Saturday, August 2, 2008

Ireland's mystery shearwater revealed

For a few nights each summer since 2004, an unfamiliar seabird has been heard calling from the rocky slopes of Skellig Michael, a dramatic islet off the coast of Ireland's County Kerry (Google Coordinates 51.7689°, -10.5423°). This June the calls were recorded by a visiting film crew headed by Eamon de Buitlear and identified by Killian Mullarney and Magnus Robb (authors of Petrels Night and Day: A Sound Approach Guide) as a male Cory's Shearwater (Calonectris diomedea).
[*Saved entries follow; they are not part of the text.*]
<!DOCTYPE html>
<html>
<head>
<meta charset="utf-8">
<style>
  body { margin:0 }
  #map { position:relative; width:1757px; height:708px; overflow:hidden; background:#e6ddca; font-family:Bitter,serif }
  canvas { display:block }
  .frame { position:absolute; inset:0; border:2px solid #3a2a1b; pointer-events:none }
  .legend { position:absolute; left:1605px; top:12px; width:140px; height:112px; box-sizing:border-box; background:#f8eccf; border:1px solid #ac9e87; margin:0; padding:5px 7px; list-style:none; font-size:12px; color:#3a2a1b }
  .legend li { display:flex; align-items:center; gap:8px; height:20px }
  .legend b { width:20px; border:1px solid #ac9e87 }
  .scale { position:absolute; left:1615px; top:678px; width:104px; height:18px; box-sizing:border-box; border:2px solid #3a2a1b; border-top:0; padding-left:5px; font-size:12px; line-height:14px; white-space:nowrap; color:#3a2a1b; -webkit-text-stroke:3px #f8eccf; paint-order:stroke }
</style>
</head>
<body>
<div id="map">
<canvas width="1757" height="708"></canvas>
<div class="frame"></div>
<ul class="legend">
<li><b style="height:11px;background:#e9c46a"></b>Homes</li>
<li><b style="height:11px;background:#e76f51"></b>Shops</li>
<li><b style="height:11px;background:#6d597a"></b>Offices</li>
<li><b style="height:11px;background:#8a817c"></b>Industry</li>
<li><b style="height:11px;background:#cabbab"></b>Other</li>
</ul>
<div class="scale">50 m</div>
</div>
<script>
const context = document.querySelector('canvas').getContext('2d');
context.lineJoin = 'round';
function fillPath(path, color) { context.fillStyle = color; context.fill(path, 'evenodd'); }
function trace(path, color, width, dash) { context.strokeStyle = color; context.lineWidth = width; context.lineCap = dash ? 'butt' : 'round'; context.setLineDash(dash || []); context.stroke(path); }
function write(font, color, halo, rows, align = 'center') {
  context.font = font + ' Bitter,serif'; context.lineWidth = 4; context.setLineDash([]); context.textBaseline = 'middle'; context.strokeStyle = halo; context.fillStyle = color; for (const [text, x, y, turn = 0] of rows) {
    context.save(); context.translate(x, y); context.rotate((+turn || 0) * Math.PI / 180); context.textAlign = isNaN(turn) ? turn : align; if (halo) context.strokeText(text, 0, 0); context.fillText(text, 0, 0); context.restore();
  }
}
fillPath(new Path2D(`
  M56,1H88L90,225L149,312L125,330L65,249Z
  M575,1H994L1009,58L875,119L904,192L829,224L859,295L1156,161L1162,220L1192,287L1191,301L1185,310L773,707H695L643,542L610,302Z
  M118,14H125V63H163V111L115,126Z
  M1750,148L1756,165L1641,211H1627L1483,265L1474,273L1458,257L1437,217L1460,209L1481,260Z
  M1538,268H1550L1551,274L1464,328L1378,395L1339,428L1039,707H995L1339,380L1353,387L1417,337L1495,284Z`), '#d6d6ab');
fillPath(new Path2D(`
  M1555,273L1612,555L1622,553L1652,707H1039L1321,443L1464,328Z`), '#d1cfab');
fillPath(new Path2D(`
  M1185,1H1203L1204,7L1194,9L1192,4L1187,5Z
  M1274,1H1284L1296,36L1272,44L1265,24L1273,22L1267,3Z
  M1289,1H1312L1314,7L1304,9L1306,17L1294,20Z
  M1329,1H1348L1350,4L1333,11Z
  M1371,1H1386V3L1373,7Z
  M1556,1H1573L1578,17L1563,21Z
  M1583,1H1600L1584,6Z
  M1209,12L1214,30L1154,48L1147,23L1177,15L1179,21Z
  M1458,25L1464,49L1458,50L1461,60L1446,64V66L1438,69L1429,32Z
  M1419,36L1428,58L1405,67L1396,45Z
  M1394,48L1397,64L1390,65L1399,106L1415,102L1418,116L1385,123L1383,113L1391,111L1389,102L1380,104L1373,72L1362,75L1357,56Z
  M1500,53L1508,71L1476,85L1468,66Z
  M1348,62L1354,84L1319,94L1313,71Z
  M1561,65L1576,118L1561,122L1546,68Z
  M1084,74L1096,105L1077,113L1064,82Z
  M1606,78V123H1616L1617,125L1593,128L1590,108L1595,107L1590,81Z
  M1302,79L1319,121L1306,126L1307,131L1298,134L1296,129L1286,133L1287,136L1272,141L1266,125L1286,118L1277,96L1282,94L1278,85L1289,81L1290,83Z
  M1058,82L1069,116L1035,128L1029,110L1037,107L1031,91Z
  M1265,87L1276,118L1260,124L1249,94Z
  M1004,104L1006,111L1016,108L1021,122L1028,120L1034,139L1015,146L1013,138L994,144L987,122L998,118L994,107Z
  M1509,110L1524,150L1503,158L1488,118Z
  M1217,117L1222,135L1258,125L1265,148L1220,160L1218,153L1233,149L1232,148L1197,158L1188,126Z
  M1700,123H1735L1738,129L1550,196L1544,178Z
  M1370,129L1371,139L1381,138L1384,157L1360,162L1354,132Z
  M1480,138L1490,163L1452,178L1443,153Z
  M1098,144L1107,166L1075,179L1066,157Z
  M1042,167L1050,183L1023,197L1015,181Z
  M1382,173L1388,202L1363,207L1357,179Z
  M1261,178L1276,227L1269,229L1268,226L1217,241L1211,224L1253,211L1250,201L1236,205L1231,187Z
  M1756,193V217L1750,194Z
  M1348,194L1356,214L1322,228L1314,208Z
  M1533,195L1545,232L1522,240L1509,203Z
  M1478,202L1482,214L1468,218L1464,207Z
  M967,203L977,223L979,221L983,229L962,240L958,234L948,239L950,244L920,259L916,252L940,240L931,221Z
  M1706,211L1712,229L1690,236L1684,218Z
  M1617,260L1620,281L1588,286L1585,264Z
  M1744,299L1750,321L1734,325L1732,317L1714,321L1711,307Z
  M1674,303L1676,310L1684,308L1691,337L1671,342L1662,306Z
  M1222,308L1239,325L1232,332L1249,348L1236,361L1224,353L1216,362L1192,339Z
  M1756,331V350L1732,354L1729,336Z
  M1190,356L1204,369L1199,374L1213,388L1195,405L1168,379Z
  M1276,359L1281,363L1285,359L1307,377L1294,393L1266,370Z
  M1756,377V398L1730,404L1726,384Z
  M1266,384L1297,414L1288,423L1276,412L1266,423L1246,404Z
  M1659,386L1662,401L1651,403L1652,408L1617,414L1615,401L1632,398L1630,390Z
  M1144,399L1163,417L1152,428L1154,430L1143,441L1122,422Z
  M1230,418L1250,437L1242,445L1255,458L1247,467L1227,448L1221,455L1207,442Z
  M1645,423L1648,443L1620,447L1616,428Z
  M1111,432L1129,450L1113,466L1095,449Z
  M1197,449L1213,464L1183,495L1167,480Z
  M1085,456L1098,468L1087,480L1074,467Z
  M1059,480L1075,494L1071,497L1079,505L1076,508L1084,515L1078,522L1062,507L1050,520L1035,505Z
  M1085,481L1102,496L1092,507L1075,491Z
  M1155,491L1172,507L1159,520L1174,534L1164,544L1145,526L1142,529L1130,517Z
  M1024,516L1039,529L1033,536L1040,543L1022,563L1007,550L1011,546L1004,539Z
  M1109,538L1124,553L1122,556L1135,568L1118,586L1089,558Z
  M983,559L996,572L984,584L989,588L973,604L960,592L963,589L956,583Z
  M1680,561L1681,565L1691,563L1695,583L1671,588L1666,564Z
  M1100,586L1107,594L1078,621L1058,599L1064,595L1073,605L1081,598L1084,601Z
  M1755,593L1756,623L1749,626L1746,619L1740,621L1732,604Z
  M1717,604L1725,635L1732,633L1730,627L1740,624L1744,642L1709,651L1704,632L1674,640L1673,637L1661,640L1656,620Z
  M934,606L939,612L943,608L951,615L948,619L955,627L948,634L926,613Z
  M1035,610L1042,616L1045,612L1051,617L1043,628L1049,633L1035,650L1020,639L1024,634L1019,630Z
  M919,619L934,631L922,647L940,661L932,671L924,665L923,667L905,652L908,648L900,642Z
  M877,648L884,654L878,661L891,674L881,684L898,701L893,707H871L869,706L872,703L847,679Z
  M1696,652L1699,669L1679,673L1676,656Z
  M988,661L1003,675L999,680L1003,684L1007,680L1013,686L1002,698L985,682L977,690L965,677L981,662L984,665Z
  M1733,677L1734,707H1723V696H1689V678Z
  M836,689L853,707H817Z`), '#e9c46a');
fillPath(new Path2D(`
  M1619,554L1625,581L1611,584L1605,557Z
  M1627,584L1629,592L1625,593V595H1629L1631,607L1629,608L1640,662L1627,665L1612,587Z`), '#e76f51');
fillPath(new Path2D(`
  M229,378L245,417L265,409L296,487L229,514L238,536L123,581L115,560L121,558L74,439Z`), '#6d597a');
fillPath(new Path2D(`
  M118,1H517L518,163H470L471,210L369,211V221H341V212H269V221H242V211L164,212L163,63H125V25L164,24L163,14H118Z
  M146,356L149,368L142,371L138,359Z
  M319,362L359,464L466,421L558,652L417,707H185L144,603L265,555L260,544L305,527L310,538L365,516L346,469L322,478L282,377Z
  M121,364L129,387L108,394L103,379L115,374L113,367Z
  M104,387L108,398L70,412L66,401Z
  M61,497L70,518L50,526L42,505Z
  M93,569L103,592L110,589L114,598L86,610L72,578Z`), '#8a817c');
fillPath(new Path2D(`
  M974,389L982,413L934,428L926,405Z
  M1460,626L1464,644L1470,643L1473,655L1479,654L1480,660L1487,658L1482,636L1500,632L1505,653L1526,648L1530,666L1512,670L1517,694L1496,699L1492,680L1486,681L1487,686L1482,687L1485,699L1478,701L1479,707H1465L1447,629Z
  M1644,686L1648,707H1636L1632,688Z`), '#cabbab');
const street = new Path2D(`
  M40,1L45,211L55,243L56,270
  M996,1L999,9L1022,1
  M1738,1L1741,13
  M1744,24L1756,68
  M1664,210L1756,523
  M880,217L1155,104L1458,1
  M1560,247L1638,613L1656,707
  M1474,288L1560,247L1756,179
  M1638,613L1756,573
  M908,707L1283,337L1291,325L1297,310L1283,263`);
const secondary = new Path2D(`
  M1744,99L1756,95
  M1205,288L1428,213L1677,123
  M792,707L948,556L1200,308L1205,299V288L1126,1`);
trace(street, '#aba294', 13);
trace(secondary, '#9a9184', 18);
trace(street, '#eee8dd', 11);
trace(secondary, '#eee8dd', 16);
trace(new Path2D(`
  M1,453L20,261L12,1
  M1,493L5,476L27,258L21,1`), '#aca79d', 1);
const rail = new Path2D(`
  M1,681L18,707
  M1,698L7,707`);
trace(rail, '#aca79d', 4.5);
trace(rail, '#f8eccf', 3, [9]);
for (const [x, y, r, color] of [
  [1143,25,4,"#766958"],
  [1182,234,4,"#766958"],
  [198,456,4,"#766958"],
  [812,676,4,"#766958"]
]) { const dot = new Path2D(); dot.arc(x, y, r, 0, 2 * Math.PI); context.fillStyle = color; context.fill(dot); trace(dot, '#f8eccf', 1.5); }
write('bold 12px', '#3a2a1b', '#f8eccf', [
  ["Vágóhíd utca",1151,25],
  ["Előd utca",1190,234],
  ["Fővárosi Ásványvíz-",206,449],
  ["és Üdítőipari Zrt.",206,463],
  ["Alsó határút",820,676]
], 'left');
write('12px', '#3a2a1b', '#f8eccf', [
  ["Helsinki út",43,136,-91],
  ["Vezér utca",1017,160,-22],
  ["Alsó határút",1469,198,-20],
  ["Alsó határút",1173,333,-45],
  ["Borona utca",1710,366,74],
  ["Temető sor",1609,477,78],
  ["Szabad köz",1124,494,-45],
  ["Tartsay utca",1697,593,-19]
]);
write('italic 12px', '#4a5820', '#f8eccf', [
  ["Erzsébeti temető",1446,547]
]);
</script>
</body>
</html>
Armed with a tape, Alyn Walsh and Mullarney revisited the site where they successfully caught and ringed the shearwater. The closest known breeding site for Cory’s Shearwater is on the Berlengas Islands, a small archipelago off central Portugal (39.4151°, -9.51258°) some 850 miles south of Skellig Michael. Interestingly, a few pairs of Scopoli's Shearwater nest on the French coast near Bordeaux (Mays, Durand and Gomez 2006 Ornithos 13: 316), a mere 650 miles away.

A UNESCO World Heritage Site, Skellig Michael (Great and Little Skellig) host large colonies of Manx Shearwater Puffinus puffinus, European (British) Storm-Petrel Hydrobates pelagicus, Northern Gannet Morus bassanus, alcids and Red-billed Chough Pyrrhocorax pyrrhocorax.

Will the Skellig Cory's Shearwater return next summer? Will he succeed in luring a mate? Could there be other Cory's or Scopoli's Shearwaters visiting North Atlantic seabird colonies?